Introduction
Initially when Kafka was created in 2010, the prime goal was to clean up the mess of LinkedIn Enterprise Architecture. It acted as a pub/sub and then it evolved into a complete event streaming platform. During this evolution, Confluent (The company providing a lot of useful tools along with Apache Kafka) realized that there is a need to have Schema Registry. This enables organizations to publish and keep clean data into Kafka Cluster. Let’s start our deep diving voyage to the expedition journey of Confluent Schema Registry.
Learning Objectives
- Introduction to Confluent Schema Registry
- Confluent Schema Registry Architecture
- Overview of AVRO
- Schema Evolution
- Hands-On: Working with Confluent Schema Registry
Introduction to Confluent Schema Registry
Confluent Schema Registry acts as a serving layer for the schemas in Kafka Ecosystem. RESTful interface is being provided for retrieving and storing various schema formats i.e. Avro, JSON, and Protobuf. Versioned history is being stored in it for all the schemas based on specified subject name strategy, it provides multiple compatibility settings and also allows evolution of schemas on the basis of the configured compatibility settings and expanded support for mentioned schema types. It provides serializers that plug into Apache Kafka® clients that handle schema storage and retrieval for Kafka messages that are sent in any of the supported formats.

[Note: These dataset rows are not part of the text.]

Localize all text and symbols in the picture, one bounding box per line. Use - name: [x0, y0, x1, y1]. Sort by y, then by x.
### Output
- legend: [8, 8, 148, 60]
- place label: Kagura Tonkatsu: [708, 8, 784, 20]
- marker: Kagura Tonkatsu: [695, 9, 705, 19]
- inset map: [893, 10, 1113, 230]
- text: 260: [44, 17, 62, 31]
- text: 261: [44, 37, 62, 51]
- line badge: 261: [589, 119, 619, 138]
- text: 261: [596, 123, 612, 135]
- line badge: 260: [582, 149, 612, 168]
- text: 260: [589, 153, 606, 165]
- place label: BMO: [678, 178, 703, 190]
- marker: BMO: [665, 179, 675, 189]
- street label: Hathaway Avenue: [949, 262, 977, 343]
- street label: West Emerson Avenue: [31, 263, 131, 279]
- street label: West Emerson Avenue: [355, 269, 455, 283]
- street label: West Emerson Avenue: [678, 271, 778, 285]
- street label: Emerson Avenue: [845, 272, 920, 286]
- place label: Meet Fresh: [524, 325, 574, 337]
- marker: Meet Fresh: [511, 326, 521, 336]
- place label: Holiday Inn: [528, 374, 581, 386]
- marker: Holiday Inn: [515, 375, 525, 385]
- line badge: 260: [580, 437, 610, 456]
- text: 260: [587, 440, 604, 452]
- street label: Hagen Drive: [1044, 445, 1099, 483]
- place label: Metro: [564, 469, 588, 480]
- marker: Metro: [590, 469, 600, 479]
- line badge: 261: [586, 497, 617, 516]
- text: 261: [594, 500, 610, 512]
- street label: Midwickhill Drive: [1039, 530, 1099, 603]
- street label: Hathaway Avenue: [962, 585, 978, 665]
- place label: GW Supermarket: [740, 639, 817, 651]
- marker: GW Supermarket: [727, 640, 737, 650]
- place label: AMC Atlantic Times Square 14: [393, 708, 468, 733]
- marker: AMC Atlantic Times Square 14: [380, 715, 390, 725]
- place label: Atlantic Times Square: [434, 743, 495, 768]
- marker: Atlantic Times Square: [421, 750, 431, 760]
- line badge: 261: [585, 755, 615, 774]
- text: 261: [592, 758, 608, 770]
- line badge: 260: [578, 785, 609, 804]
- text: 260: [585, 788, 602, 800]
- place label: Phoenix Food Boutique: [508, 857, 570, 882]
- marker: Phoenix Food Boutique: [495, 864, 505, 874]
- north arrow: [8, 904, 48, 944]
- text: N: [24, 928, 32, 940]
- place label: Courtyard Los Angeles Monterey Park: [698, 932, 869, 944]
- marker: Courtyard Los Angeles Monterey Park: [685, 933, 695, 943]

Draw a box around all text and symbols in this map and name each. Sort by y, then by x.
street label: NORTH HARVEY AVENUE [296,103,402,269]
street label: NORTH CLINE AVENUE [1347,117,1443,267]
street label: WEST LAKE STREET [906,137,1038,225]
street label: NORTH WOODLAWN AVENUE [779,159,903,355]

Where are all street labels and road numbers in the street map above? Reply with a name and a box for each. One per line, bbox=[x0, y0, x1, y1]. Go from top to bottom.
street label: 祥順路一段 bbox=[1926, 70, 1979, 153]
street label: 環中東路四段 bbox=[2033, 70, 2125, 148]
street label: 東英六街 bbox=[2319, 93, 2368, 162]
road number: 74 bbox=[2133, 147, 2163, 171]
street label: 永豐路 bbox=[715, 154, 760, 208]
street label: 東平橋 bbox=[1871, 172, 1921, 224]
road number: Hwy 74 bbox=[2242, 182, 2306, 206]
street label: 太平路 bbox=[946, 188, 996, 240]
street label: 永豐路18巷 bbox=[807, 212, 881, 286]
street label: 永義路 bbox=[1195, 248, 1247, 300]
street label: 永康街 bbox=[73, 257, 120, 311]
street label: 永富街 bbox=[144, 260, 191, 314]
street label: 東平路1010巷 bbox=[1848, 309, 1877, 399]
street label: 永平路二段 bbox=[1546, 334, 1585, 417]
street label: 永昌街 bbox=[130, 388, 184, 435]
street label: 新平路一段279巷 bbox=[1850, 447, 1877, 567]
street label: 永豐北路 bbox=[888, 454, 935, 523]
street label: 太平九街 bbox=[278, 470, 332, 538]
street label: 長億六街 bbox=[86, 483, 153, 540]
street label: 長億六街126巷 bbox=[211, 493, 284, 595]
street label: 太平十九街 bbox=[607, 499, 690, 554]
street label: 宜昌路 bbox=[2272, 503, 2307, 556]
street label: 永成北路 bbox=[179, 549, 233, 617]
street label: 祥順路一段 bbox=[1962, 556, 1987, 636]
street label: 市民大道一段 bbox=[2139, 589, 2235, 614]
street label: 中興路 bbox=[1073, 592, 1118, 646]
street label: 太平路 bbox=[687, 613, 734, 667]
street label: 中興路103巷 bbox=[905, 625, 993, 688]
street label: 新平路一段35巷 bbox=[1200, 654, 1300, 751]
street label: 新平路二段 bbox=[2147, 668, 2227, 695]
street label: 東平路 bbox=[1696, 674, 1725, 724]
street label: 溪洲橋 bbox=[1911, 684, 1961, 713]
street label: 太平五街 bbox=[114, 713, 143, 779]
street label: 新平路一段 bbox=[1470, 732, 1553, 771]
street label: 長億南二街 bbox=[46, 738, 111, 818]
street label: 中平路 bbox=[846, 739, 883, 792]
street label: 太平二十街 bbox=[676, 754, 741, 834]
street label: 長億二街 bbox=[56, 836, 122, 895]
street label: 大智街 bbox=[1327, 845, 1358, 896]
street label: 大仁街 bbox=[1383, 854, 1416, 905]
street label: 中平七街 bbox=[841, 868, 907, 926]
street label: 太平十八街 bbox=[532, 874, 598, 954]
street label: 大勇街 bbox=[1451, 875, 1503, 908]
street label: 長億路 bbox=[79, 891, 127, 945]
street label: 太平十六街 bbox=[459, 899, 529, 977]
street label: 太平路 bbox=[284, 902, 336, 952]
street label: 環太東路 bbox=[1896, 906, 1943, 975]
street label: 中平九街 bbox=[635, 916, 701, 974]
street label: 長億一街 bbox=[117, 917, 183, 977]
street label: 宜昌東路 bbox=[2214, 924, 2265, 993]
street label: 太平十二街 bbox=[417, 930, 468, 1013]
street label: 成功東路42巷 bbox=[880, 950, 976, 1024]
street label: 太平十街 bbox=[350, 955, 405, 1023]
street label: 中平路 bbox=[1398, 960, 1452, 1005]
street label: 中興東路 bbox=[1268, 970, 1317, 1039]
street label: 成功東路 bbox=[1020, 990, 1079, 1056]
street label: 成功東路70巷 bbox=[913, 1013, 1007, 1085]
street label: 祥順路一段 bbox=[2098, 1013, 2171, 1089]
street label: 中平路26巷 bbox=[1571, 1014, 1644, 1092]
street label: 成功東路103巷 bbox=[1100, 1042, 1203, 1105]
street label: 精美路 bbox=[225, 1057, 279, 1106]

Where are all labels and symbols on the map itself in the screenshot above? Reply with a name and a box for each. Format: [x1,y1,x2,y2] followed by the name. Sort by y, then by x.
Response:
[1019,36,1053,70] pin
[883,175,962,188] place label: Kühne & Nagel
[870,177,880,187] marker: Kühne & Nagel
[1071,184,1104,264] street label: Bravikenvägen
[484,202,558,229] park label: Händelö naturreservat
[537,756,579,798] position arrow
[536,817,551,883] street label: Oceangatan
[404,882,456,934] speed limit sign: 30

Confluent Schema Registry Architecture
When we talk about the Schema Registry in the Confluent Platform, it has a place totally outside of the Kafka brokers. Producers and Consumers can still talk to Kafka to publish and read data (messages) to topics. At the same point of time, they can also talk to the Schema Registry to send and retrieve schemas that describe the data models for the messages.
(Source: Confluent)
It assigns a globally unique ID for each and every registered schema. Then allocated IDs are guaranteed to be monotonically increased but not necessarily consecutive. Durable backend and functions are provided by Kafka as a write-ahead changelog for the state of Schema Registry and the schemas it contains. Schema Registry is designed to be distributed, with single-primary architecture, and ZooKeeper/Kafka coordinates primary election (based on the configuration). Since Avro is one of the key formats for working with the Confluent Schema registry, let’s get a quick overview of it.
Overview of AVRO
Apache Avro is a language-neutral data serialization system developed by Doug Cutting, the father of Hadoop. A language-independent schema is associated with its read and write operations. Avro serializes the data which has a built-in schema. Data is being serialized into binary formats by Avro, which can be deserialized by any application. One can even declare the data structure in Avro by using the JSON format. Along with the AVRO data, Schema is also being stored in a file for any further processing.
Schema Evolution
Schemas act as a contract which defines what a message should look like. Most of the schema technologies provide a mechanism to validate whether a message in a new schema is compatible with previous versions or not.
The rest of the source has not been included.